Belief is a form of trust. So lack of trust is a deficiency that can prevent belief. Trust is difficult sometimes: is dependent on physical, intellectual, emotional factors, and a person's life history. A person can't deeply listen to what they don't trust, and can't even understand some concepts that they don't trust. How can a person believe a truth that is foreign to them? Something has to act on them to open them up to what they were closed to, for them to trust. And love overcomes many difficulties in trusting propositions. Why wouldn't you trust someone who, from your perspective, has your best interests at heart, and effectively pursues them?

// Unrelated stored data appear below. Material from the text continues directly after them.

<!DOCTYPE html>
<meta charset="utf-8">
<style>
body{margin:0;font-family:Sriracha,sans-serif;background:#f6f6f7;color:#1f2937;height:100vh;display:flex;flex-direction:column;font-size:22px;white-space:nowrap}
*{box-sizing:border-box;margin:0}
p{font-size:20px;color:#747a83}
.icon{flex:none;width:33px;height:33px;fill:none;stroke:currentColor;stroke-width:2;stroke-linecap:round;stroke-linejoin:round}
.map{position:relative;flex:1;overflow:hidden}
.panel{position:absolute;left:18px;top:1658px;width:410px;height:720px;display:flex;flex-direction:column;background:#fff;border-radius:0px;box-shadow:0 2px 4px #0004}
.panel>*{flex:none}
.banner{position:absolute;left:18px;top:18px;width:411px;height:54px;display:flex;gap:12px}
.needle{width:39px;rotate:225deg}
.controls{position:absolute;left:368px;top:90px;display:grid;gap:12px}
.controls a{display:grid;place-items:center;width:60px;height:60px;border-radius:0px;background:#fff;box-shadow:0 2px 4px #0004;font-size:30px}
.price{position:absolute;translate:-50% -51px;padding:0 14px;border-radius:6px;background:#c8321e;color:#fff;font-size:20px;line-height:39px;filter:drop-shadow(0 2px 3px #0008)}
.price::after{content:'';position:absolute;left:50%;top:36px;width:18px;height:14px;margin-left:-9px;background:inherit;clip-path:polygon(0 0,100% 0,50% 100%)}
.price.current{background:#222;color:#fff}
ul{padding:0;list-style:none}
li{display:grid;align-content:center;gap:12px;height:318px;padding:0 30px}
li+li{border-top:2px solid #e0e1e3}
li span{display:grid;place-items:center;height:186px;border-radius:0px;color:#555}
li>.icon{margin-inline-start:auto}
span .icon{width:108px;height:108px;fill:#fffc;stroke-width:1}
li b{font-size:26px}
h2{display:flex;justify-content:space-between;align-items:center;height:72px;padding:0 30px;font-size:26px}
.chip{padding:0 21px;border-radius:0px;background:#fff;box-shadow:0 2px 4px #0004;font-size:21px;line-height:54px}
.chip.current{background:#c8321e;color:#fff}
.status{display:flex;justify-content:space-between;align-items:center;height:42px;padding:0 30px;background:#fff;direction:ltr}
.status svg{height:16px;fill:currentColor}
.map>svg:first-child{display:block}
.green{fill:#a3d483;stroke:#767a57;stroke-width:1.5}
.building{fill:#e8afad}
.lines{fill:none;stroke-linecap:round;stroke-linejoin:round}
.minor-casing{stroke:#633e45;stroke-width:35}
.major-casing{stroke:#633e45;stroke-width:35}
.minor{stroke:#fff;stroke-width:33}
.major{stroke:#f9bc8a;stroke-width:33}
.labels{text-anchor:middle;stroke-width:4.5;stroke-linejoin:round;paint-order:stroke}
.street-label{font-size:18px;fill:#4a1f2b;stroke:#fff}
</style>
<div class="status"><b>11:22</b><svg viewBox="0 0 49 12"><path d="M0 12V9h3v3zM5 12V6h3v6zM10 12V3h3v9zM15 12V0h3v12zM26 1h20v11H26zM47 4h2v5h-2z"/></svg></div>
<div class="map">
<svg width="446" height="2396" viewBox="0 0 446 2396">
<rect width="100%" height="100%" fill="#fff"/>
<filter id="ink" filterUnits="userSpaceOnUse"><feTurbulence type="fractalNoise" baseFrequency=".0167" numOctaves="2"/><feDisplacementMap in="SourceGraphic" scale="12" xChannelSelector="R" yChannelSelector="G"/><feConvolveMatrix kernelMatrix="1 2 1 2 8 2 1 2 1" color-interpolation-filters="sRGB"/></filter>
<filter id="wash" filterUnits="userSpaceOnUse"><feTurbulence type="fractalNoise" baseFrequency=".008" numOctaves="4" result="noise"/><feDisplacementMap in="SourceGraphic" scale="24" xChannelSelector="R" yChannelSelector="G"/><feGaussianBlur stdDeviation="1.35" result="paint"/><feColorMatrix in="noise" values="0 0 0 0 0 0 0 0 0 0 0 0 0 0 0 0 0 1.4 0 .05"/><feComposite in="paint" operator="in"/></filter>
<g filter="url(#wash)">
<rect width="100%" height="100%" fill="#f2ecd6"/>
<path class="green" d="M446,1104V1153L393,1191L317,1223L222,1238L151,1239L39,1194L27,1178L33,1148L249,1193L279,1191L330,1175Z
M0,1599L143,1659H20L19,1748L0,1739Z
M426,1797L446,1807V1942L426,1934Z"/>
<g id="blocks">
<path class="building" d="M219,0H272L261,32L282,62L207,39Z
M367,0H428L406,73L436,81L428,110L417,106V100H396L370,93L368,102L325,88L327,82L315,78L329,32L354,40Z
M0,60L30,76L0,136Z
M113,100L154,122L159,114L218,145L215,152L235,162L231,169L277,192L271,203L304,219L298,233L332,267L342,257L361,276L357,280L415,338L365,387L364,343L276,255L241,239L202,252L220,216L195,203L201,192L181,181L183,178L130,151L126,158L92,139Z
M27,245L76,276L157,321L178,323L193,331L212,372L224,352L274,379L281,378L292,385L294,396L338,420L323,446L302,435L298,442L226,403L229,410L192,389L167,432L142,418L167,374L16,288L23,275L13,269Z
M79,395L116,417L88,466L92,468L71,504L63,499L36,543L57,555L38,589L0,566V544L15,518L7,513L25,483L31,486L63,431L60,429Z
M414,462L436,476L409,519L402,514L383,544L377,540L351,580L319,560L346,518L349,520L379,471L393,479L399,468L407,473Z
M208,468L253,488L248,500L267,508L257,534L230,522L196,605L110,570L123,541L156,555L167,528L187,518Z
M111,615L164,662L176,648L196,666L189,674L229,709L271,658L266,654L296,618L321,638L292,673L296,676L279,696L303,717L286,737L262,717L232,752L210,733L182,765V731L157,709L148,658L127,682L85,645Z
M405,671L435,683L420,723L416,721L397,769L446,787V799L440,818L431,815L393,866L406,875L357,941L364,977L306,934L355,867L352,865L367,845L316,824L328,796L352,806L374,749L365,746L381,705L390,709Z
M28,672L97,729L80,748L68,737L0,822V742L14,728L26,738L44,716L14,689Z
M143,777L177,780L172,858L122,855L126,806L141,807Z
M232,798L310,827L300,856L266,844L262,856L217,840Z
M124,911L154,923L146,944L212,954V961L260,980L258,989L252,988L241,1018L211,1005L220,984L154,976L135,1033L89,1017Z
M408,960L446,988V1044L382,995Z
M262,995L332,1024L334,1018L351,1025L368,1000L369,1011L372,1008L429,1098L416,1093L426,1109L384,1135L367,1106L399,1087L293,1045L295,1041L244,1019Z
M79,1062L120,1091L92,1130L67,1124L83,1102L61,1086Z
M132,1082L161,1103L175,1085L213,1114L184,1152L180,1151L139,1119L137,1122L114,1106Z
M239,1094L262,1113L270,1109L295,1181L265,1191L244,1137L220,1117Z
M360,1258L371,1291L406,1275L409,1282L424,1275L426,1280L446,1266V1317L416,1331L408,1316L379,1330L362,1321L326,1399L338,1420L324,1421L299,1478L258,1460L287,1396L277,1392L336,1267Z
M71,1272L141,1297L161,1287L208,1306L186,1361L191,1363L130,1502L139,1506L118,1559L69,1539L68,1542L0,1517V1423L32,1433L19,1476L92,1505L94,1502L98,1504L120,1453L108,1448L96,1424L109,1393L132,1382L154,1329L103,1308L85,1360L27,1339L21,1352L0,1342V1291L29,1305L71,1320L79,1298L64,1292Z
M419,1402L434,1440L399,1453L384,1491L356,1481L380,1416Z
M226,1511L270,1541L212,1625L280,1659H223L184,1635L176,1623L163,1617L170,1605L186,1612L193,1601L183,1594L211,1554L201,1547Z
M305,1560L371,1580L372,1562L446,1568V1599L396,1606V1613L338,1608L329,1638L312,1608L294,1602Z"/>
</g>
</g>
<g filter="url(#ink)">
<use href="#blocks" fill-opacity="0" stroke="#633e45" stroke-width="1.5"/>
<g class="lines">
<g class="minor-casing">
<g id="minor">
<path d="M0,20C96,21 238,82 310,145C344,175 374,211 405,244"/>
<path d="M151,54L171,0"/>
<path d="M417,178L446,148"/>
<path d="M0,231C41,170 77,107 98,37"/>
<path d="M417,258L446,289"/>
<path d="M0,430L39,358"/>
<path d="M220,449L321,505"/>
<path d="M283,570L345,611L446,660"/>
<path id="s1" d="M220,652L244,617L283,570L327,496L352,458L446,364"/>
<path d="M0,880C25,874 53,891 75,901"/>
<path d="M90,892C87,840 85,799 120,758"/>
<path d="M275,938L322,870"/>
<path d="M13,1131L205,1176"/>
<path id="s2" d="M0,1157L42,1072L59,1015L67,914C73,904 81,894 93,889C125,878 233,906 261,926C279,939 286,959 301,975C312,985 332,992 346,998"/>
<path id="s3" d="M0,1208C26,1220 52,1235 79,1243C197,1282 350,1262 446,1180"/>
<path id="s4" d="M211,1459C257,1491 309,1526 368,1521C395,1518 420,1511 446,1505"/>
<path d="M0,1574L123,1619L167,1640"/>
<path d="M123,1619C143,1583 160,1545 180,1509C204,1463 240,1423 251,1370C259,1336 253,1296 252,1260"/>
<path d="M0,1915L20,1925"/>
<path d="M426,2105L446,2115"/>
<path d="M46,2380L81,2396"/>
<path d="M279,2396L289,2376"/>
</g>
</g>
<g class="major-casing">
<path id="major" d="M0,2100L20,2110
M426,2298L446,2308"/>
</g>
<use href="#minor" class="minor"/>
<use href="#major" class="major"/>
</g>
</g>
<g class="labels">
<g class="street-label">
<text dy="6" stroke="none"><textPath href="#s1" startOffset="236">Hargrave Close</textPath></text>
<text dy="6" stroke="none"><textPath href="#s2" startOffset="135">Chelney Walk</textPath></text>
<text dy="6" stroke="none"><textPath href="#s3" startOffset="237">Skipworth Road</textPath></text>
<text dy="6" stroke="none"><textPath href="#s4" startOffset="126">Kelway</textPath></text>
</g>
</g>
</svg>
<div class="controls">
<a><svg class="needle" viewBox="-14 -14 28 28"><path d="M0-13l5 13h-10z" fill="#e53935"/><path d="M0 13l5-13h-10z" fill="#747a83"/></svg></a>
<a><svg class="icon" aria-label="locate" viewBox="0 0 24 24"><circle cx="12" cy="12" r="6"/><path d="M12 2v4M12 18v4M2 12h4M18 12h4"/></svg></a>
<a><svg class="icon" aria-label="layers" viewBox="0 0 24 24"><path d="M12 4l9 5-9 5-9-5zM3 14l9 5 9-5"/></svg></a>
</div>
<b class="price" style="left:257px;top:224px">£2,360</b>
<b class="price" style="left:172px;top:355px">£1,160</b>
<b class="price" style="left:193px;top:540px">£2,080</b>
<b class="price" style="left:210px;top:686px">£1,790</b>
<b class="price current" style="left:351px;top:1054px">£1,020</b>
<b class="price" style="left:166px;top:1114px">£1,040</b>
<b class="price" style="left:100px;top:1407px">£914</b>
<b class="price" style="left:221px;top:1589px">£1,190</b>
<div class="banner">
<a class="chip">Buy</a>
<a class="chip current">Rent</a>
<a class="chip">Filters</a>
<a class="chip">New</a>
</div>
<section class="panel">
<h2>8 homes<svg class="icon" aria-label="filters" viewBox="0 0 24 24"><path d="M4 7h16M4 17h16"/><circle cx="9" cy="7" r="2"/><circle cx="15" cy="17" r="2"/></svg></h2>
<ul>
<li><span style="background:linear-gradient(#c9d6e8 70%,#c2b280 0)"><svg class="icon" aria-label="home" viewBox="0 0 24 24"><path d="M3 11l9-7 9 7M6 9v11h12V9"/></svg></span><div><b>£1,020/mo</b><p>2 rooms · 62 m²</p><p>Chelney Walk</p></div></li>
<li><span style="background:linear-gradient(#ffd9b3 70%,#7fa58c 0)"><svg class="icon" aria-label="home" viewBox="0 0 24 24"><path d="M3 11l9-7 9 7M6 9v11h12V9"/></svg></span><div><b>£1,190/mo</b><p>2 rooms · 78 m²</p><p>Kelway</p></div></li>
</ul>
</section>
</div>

Someone who delights in you and bears with you? How could you resist getting drawn into their current?
Having said that, love could now sound like a sinister thing, a way to have power over people and suck them into the way of life you personally prefer, to narrow their horizons to whatever you happen to prefer. And while it doesn't have to be used that way, it can be, and even if we are innocent of that design, it's worth asking "If I become so good at loving, so genuine in loving people, what kind of truth am I leading them into? What kind of path is it that I follow?"
Apologetics is traditionally thought of as a way to persuade "infidels", or perhaps less acknowledged is the motive and effect of shoring up the faith of believers who have inquiring minds. However, apologetics could also be seen as the pursuit of informing love, so that love does not keep its beloveds in a house that is ultimately untrustworthy.